Desde la Casa Blanca, Donald Trump ha desatado una tormenta diplomática con su última ofensiva: limitar los vuelos provenientes de México y amenazar con deshacer la alianza estratégica entre Delta y Aeroméxico. La medida, disfrazada de defensa nacional, responde al traslado forzoso de operaciones aéreas al Aeropuerto Internacional Felipe Ángeles (AIFA), a 48 kilómetros de la capital mexicana.
Este movimiento reactiva tensiones que se arrastran desde 2023, cuando el Departamento de Transporte estadounidense intentó cancelar el acuerdo entre ambas aerolíneas. Hoy, el escenario se recrudece, y las consecuencias podrían afectar mucho más que boletos de avión.
El trasfondo del conflicto: el AIFA como punto de quiebre
¿Decisión logística o provocación política?
La orden del gobierno mexicano de desviar operaciones del saturado AICM al AIFA ha sido interpretada por EE.UU. como una violación al tratado bilateral de aviación. Según Sean Duffy, Secretario de Transporte, este cambio otorga ventajas a aerolíneas mexicanas y “rompe la equidad del mercado”.
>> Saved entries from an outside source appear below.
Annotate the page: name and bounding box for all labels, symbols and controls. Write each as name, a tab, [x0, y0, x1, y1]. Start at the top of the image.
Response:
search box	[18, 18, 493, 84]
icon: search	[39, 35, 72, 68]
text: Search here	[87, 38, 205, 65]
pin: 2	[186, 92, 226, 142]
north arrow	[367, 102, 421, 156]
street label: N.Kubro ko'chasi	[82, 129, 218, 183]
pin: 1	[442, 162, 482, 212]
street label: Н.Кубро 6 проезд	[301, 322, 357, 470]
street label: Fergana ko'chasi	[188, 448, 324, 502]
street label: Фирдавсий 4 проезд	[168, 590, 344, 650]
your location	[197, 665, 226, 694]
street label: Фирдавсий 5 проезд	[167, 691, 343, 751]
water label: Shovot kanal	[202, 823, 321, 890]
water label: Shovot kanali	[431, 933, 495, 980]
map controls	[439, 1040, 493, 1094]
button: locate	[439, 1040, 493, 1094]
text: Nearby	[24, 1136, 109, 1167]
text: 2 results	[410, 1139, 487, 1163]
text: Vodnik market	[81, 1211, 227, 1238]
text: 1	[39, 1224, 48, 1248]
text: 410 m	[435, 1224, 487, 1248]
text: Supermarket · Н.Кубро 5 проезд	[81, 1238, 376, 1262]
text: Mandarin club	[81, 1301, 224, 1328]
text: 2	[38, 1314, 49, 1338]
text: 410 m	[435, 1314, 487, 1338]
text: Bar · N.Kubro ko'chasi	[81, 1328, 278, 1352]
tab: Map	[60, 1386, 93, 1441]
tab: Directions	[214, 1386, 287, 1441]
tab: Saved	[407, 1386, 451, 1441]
Para Trump, esta es otra muestra de cómo la administración Biden “cedió ante los intereses extranjeros”, una narrativa con la que busca ganar puntos rumbo a 2026, capitalizando el discurso del America First.
Delta y Aeroméxico: una alianza en riesgo
Pérdidas millonarias y miles de empleos en juego
Desde 2016, Delta y Aeroméxico han operado bajo un acuerdo que les permite compartir rutas, recursos y beneficios mutuos. Si se rompe esta sinergia, se perderían más de 800 millones de dólares y 24 rutas estratégicas. El turismo, el empleo y las exportaciones sufrirían un golpe duro en ambos lados de la frontera.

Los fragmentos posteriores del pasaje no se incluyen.